Start of Supplied material

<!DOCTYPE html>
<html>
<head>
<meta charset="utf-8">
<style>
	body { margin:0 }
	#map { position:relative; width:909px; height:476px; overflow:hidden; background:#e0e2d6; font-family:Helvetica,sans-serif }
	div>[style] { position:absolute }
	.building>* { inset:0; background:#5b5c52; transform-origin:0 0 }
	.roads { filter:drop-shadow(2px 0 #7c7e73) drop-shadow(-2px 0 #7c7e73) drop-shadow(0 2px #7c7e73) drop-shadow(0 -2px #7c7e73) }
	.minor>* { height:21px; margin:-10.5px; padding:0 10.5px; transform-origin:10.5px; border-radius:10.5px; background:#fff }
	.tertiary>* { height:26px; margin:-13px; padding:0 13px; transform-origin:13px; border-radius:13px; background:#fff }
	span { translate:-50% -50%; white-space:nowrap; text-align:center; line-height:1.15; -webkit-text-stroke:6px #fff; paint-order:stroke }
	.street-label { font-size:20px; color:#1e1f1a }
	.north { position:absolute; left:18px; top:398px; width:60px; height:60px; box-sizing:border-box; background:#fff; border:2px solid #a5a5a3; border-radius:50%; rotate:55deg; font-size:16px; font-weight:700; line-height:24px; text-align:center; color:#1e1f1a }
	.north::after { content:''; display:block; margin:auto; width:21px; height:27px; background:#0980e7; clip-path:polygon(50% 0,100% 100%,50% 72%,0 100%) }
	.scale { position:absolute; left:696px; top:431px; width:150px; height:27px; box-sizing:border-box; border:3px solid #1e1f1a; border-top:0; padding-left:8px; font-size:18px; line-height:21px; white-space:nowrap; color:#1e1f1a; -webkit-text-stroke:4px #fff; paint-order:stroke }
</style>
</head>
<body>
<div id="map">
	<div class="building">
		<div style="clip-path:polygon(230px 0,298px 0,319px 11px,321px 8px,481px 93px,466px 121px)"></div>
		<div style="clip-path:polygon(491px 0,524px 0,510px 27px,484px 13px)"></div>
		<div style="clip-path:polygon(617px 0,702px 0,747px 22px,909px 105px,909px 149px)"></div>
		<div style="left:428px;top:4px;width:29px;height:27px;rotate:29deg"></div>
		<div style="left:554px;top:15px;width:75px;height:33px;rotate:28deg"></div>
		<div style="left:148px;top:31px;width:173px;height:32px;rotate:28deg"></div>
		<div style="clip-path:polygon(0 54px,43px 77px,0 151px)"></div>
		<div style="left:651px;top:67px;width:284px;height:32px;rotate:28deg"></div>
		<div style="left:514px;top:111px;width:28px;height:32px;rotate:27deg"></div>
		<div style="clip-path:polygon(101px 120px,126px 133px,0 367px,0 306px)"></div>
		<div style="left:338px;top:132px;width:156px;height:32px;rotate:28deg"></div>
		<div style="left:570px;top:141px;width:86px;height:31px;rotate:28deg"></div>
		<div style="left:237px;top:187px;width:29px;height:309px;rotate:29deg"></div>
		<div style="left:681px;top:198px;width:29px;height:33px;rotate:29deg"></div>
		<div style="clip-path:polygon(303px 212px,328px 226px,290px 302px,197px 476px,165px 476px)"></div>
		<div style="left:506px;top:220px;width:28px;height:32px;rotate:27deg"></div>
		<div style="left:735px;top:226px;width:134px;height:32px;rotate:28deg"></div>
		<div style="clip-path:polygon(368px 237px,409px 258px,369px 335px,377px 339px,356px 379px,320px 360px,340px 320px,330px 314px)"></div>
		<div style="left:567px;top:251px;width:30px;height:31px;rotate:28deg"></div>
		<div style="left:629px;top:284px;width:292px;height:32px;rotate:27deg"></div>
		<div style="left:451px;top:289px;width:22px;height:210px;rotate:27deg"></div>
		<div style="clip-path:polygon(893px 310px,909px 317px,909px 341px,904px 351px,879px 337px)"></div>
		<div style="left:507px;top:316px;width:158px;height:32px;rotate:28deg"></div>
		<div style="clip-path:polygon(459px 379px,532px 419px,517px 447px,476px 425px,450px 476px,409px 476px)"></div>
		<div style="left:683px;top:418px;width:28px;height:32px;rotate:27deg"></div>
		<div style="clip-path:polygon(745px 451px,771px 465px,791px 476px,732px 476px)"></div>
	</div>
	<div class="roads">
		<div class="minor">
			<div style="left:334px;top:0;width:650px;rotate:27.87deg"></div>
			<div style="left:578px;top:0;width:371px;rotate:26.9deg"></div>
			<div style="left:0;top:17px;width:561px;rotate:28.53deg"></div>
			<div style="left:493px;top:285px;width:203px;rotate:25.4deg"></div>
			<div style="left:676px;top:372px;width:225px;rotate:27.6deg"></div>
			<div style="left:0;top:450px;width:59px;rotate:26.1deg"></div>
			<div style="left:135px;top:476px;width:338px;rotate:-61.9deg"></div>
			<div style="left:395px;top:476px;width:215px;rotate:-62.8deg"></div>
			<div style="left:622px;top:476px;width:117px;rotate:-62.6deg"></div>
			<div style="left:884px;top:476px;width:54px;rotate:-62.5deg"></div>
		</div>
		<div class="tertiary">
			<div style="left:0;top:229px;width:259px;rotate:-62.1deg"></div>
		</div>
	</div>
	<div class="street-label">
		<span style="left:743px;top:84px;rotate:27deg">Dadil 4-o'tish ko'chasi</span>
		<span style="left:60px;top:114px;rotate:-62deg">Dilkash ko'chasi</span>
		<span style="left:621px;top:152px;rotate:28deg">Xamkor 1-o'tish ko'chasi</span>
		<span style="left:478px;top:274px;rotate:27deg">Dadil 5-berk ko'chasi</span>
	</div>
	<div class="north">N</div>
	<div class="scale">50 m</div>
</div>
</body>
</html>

End of Supplied material

Return each line exactly, beginning at the start of the material above and ending at the line that includes "translate:-50% -50%; white-space:nowrap;", with both of those kept.

<!DOCTYPE html>
<html>
<head>
<meta charset="utf-8">
<style>
	body { margin:0 }
	#map { position:relative; width:909px; height:476px; overflow:hidden; background:#e0e2d6; font-family:Helvetica,sans-serif }
	div>[style] { position:absolute }
	.building>* { inset:0; background:#5b5c52; transform-origin:0 0 }
	.roads { filter:drop-shadow(2px 0 #7c7e73) drop-shadow(-2px 0 #7c7e73) drop-shadow(0 2px #7c7e73) drop-shadow(0 -2px #7c7e73) }
	.minor>* { height:21px; margin:-10.5px; padding:0 10.5px; transform-origin:10.5px; border-radius:10.5px; background:#fff }
	.tertiary>* { height:26px; margin:-13px; padding:0 13px; transform-origin:13px; border-radius:13px; background:#fff }
	span { translate:-50% -50%; white-space:nowrap; text-align:center; line-height:1.15; -webkit-text-stroke:6px #fff; paint-order:stroke }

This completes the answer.